Album der Woche: Dexter – Yung Boomer

Album der Woche: Dexter – Yung Boomer

Qualitäts-Rap auf Rezept: Dexter liefert mit seinem neuen Album humorvolle Texte mit modernem Sound, der ohne puren Trap oder langweilig-nostalgischen Boom-Bap auskommt. Mit Yung Boomer beweist der Produzent und Rapper, wie lebendig die Hip-Hop-Kultur abseits der Spotify-Playlisten in Deutschland noch ist und wie organisch diese klingen kann.

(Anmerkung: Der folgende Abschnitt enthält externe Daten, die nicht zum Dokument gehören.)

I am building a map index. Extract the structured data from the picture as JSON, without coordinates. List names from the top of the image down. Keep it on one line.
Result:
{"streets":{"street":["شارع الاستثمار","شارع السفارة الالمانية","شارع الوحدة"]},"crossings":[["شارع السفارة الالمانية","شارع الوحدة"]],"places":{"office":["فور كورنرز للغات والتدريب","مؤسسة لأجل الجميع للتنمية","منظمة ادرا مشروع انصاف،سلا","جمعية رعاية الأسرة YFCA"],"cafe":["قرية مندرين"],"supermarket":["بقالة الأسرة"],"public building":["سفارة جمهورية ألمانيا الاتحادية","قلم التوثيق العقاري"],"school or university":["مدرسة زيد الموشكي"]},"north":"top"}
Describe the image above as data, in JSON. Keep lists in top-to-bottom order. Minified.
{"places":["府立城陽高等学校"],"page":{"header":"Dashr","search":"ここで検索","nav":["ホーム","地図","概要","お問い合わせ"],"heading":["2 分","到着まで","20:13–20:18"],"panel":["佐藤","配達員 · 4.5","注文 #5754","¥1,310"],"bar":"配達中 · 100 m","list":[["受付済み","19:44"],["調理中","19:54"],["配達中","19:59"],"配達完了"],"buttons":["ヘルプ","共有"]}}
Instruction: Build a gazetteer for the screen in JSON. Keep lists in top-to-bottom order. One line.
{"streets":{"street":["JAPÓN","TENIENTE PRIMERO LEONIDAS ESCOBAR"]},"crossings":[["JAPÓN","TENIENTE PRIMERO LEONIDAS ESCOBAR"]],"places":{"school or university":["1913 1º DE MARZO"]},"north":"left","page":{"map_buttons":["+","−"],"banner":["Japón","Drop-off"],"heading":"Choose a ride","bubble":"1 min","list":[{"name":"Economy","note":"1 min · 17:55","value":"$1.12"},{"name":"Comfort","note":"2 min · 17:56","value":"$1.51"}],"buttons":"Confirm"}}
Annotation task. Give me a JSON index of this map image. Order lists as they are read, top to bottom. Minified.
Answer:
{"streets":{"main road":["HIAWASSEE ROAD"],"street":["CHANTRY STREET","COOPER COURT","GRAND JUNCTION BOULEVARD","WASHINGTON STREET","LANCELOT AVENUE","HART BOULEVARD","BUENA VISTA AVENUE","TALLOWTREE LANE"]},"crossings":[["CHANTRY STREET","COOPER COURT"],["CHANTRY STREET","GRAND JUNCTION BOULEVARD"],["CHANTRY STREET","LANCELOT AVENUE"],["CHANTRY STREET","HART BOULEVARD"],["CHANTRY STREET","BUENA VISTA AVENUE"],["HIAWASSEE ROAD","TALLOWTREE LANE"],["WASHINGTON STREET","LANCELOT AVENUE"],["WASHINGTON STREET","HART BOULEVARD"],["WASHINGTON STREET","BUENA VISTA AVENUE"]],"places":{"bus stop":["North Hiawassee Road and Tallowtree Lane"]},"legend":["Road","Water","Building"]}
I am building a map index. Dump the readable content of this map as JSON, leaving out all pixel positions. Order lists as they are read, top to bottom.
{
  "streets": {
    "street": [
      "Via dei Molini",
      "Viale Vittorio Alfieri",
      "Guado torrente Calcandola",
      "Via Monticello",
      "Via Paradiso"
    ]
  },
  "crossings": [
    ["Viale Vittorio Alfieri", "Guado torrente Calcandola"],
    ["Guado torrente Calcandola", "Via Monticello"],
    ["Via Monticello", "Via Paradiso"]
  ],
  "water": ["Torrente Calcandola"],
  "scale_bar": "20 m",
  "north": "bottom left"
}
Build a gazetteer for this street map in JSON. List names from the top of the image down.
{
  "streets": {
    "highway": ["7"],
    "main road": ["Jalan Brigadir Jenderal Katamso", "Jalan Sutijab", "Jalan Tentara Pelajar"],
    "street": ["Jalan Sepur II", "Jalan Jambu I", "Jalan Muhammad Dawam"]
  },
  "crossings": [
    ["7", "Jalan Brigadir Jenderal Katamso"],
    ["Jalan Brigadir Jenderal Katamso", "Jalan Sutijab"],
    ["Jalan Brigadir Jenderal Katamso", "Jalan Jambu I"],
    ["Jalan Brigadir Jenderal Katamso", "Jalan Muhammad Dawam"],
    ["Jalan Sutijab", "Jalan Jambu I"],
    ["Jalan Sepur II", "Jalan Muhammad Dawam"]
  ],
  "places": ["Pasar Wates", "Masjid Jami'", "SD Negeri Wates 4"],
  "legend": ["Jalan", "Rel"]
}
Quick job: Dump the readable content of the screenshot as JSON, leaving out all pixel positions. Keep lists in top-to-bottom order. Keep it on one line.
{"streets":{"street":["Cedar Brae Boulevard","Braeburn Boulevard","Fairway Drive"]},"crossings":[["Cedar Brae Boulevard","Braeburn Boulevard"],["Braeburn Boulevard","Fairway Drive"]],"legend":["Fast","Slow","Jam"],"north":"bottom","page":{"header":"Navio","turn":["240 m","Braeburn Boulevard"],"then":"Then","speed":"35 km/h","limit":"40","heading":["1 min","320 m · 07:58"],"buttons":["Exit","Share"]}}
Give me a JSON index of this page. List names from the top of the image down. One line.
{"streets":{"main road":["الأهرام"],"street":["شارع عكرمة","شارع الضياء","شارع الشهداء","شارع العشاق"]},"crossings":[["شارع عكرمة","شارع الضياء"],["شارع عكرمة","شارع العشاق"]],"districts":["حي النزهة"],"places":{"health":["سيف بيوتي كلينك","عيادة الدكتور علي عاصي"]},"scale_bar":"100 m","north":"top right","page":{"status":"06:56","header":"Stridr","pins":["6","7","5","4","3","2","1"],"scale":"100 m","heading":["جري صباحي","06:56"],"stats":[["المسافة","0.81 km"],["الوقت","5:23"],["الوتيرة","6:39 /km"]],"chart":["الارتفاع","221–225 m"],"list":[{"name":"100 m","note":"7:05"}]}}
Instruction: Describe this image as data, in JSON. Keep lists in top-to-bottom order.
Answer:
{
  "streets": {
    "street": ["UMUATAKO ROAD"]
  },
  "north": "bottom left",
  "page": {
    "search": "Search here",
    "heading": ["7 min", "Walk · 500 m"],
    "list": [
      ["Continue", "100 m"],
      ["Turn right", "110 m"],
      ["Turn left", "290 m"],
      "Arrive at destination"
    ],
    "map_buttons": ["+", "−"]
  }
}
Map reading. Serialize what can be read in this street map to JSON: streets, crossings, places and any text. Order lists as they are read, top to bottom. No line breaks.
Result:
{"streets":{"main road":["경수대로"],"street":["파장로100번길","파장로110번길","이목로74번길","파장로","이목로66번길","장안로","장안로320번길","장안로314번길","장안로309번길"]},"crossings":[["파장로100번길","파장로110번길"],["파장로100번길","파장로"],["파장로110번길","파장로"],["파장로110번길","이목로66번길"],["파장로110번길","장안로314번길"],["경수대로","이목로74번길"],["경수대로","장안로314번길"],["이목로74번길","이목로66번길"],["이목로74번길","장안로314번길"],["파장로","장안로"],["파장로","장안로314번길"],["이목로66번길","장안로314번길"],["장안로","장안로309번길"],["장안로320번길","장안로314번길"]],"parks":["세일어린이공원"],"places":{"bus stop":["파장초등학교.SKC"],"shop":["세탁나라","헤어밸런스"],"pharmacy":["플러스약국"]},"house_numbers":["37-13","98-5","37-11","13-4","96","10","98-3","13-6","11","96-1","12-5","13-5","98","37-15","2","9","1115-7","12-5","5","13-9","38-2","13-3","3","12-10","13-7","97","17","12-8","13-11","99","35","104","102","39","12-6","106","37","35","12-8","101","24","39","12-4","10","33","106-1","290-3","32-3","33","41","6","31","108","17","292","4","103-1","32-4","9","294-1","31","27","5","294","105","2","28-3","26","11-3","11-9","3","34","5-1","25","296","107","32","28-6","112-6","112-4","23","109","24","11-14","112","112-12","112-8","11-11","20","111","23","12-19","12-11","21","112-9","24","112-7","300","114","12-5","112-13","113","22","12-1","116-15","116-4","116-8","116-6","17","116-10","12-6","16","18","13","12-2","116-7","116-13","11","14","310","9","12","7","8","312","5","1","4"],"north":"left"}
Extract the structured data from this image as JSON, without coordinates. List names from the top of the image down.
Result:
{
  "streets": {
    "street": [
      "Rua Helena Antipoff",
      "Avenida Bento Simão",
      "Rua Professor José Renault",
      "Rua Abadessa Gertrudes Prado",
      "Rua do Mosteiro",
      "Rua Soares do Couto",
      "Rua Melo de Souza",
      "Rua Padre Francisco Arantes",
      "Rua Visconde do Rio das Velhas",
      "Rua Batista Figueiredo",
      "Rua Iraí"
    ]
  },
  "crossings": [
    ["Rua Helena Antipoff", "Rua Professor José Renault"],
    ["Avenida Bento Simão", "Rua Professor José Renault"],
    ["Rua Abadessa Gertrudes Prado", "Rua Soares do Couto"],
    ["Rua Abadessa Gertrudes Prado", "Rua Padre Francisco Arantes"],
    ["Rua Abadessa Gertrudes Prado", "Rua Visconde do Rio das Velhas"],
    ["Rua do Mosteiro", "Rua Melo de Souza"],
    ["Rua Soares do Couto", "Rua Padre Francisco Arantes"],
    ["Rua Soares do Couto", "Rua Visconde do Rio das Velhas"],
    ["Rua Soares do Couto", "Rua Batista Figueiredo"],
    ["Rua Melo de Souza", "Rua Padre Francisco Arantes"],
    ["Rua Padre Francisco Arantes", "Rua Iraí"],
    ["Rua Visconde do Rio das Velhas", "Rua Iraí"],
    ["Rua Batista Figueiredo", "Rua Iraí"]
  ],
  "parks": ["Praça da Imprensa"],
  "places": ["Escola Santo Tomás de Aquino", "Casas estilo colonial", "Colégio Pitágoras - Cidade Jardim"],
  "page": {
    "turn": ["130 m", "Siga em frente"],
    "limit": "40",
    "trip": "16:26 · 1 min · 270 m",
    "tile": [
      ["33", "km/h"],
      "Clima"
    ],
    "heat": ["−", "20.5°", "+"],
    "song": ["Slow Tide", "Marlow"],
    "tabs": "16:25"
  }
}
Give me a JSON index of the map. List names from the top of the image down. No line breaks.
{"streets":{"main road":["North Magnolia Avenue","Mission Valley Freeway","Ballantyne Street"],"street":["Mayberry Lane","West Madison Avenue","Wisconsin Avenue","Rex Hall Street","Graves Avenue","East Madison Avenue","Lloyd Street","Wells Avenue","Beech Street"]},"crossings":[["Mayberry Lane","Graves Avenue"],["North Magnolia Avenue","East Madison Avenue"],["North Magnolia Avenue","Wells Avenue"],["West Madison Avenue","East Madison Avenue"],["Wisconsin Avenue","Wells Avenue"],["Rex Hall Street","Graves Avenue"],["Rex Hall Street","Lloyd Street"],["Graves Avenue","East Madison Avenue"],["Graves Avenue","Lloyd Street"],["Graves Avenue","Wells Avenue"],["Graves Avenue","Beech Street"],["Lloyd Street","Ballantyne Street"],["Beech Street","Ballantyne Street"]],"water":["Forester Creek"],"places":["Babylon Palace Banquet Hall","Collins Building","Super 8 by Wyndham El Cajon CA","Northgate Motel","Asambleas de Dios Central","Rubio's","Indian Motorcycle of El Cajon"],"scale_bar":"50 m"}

Zum Zeitpunkt der Veröffentlichung von Yung Boomer ist Dexter 36-Jahre alt. Seit mehreren Jahren zählt der ehemalige Kinderarzt  zu einem wichtigen  Produzenten im Deutschrap. Er hat Instrumental-LPs in verschiedenen Kollaborationen veröffentlicht, mit Rappern wie Fatoni, Audio88 & Yassin, Cro, Max Herre oder Casper kleine bis große Erfolge gefeiert. Auch als  Rapper ist er während seiner Karriere zwar  immer  wieder in Erscheinung getreten, doch hat sich damit erst 2017 auf seinem höhrenwerten Album Haare nice, Socken fly qualitativ gefestigt. Leider hat dieses Werk nicht seine verdiente Beachtung erhalten. Auf seinem neuen Album Yung Boomer steigert sich Dexter aber noch einmal. Das Selbstbewusstsein als Rapper spiegelt sich unter anderem darin wieder, dass weniger Features als beim Vorgänger erscheinen, die Hooks noch melodiöser und eingängiger sind und die  gewohnt ausgefeilten Produktionen durch Autotune oder tiefgepitchten Stimmeinsätze  moderner, atmosphärischer und innovativer klingen. Der Grund für die Entwicklung mag vielleicht darin liegen, dass er sich nur noch seiner Kunst hingibt. Und das führt uns zu den zentralen Themen des Albums, die er humorvoll, mit überspitzt vielen Anglizismen und affektiv geschriebenen Texten aufarbeitet: Er rappt über seinen aufgegeben Job als Kinderarzt, wie wohl er sich in der Rolle des Rappers, Produzents und Familienvaters fühlt, dass er weder gleichklingende wöchentliche Rap-Releases noch nachtrauernde Oldschool-Vertreter*innen nachvollziehen kann und vor allem immer wieder darüber, dass er nur noch macht, was er mag. Den Zuhörer*innen wird das vor allem in seinem organischen Sound deutlich, der etwas von allen Richtungen des Raps in sich trägt. Der letzte Song sticht thematisch etwas heraus, denn Dexter erzählt sein Erleiden eines Schlaganfalls und gibt somit dem Album noch eine tiefgründigere Seite ohne pathetisch zu werden. Dexter verbindet all diese Themen durch sein Album, dessen Titel  Yung Boomer erst beim Hören wirklich Sinn ergibt: Er ist etwas älter und etwas spießig, liebt die Musik und die Kultur und die Überbrückung der Generation macht er soundtechnisch zu seinem Albumkonzept. Dies zeigt auch seine Feature-Liste. Dort finden sich neben Vertreten der neuen Generation wie Lugatti & 9ine oder LGoony, auch Rapper wie Fatoni oder Döll und für die Oldschool-Fans Lakmann.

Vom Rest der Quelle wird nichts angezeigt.